If you experience any of these symptoms:

Physical: loss of coordination, trouble with balance, headaches, sleep problems, sensory disturbances (sensivity to sound, light, temperature, vision problems), chronic pain, numbness, spasticity, speech problem, hemiparesis, hemiplegia.

Cognitive: Attention, memory, speed of information processing, awareness.

Negative thought patterns can become deep and unconscious, often leading to anxiety and depression. We are in stress when we don't get what we want. We are in stress when we are afraid to lose what we already have.
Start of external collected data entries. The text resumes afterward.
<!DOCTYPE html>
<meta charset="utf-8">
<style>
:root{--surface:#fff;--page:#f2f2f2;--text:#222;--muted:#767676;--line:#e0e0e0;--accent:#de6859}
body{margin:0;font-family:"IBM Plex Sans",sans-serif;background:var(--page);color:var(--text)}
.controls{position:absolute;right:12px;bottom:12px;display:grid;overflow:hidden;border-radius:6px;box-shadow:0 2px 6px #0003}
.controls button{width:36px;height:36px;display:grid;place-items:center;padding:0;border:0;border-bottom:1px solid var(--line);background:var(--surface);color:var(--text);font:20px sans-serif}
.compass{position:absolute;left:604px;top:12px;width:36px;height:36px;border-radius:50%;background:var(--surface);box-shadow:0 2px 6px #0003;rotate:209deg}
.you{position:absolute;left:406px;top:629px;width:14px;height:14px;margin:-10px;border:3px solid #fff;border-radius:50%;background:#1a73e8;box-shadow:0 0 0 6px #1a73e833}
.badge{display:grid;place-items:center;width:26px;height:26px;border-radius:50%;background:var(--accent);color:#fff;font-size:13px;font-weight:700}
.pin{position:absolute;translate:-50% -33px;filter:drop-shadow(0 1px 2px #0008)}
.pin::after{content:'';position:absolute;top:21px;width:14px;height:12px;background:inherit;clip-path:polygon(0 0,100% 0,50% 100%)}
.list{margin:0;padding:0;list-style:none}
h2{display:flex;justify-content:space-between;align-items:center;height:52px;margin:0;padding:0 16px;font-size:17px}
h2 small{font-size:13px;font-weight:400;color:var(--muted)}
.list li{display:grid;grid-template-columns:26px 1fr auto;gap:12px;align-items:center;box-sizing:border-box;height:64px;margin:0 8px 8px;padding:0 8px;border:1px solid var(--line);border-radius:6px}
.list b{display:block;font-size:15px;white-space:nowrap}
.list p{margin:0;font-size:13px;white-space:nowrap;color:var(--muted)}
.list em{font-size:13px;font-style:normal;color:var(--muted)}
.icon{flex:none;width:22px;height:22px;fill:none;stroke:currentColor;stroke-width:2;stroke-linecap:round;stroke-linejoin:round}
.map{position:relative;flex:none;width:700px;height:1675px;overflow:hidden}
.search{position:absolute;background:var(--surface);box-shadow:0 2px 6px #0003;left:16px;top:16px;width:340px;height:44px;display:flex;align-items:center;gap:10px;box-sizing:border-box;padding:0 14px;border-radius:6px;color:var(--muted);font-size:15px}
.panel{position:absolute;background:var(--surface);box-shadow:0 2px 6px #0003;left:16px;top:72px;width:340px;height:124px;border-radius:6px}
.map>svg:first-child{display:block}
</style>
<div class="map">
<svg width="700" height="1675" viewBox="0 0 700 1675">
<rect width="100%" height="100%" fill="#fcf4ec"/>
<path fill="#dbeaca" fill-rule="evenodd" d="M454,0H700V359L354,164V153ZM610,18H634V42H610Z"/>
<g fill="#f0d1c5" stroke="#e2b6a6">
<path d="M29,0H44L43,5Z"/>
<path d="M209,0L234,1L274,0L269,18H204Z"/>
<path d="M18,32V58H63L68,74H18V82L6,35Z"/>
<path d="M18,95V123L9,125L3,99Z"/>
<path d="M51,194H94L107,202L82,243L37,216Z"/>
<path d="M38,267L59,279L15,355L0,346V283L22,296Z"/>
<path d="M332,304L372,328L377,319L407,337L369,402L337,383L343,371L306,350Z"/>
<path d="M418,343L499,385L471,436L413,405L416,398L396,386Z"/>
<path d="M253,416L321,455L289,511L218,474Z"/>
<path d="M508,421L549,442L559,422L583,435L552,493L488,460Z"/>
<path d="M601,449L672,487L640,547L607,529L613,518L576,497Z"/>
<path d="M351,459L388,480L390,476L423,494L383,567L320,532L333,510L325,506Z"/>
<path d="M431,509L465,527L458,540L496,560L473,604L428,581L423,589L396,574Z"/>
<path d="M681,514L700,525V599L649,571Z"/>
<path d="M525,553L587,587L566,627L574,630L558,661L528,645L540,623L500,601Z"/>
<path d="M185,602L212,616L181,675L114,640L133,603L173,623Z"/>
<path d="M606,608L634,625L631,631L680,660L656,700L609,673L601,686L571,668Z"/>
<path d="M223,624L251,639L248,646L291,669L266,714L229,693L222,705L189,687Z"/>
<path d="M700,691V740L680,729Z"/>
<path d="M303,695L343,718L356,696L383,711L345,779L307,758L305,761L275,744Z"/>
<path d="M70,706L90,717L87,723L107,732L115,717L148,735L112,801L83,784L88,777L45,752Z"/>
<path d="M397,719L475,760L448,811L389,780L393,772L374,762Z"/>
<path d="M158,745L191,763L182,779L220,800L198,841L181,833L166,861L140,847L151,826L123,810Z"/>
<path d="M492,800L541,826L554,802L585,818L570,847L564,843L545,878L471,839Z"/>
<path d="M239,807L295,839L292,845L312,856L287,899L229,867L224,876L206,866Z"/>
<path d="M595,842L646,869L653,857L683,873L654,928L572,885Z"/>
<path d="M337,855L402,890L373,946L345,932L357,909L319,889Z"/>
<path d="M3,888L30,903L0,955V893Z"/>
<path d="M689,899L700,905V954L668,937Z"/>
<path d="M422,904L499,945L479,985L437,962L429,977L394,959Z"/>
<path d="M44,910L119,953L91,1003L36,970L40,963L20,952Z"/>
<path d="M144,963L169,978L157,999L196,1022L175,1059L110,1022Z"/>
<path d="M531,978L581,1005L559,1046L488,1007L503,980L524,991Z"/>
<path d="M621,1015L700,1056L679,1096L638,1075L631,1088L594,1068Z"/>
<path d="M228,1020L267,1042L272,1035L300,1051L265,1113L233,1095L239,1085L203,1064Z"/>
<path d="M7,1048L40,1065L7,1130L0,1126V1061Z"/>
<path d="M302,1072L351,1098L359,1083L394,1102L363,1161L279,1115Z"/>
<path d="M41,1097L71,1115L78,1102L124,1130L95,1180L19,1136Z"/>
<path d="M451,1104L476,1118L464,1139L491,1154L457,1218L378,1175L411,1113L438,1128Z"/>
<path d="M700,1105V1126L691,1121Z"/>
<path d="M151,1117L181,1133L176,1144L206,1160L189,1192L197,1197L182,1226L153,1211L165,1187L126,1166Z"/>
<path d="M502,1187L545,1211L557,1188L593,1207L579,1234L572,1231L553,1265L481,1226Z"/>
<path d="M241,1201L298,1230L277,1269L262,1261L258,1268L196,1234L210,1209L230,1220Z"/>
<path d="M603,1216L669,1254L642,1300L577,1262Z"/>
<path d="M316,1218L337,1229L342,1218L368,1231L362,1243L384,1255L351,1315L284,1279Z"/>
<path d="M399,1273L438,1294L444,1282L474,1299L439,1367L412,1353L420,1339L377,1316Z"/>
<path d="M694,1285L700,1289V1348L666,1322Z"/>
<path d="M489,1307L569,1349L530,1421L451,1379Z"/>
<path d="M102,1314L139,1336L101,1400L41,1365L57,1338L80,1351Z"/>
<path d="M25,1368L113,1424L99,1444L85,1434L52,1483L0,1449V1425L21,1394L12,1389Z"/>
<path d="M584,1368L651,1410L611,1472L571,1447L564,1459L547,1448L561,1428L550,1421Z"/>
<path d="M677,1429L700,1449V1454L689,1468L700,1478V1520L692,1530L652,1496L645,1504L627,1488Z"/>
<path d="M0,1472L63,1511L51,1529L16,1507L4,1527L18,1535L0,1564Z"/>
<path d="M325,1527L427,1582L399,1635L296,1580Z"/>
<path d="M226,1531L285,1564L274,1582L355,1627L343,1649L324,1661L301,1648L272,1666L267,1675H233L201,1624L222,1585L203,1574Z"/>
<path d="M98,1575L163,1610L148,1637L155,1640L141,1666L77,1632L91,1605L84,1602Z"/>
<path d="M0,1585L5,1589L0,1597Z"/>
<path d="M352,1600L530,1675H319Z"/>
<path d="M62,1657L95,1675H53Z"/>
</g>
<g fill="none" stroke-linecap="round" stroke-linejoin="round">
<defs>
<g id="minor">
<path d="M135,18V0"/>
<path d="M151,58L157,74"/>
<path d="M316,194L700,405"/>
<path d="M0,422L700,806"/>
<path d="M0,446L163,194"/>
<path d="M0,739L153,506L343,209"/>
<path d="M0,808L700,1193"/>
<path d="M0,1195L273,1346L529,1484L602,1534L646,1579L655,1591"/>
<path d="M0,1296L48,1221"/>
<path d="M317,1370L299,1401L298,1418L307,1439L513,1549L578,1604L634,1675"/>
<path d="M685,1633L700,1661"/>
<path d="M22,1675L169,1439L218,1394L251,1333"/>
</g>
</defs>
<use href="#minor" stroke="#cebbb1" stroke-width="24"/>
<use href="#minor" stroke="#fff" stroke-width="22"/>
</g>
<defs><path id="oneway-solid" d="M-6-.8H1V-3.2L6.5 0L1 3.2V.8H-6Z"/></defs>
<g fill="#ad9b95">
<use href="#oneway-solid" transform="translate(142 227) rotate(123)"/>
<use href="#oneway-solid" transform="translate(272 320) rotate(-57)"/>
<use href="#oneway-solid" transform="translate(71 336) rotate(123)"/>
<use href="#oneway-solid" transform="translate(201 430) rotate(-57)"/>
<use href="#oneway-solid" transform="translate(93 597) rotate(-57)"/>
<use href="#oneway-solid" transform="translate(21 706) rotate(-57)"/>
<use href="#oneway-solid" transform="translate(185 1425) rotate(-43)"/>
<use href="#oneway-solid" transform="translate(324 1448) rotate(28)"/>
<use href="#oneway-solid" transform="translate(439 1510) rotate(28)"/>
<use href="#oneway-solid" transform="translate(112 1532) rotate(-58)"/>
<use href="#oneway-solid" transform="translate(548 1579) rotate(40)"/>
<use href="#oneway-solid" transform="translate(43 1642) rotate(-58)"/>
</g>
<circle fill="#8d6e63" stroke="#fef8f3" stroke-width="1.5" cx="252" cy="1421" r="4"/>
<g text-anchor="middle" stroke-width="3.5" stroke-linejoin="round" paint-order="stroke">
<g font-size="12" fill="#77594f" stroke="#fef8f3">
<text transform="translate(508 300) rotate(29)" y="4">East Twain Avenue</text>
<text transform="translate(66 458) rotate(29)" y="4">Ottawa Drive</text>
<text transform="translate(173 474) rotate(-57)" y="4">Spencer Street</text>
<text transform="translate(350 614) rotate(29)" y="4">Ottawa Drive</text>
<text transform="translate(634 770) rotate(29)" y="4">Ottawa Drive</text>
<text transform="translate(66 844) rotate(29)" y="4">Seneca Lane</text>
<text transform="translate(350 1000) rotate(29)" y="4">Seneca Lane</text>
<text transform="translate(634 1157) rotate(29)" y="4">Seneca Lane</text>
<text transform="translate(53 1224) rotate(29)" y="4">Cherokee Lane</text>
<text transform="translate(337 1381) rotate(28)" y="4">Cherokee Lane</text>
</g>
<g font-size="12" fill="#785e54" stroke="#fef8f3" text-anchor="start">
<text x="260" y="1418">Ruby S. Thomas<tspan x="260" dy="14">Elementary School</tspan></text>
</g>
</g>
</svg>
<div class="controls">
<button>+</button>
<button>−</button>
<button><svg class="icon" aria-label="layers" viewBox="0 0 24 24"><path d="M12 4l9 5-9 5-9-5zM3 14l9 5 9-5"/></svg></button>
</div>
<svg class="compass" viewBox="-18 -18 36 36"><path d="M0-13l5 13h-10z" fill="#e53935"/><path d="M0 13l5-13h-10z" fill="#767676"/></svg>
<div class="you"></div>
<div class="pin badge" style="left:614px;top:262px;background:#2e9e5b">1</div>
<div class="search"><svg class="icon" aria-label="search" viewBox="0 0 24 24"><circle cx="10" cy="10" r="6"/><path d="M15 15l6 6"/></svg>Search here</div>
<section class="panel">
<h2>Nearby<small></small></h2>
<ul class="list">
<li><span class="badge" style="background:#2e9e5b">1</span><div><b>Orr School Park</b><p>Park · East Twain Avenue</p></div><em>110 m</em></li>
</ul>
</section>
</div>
Emotional dysregulation: Irritability

Anxiety

Depression

Anger

Organising, planning, decision-making

Yoga and meditation are brain exercises that engage different parts of the brain on the components of practice (breathing, movement, postures, chanting, visualisation, concentration) and can help the brain form new connections and recover from injuries.

Goals of meditation:

  • Improved concentration and awareness

  • Emotional regulation

  • Reduce anxiety, stress and reactivity

  • Mental flexibility and positive thinking

  • Reduce sleep disturbances

Just as your body is built from foods you eat, your mind is built from the experiences you have. The brain changes moment to moment, hour to hour, day to day. The brain, like muscles in the body, can be strengthening and weakened depending on how it is used. What this means, especially for people recovering from brain injury, is that we each have the power to change how our brain operates, how efficiently it works, and the skills it can acquire. In a nutshell, we are promoting self-directed neuroplasticity.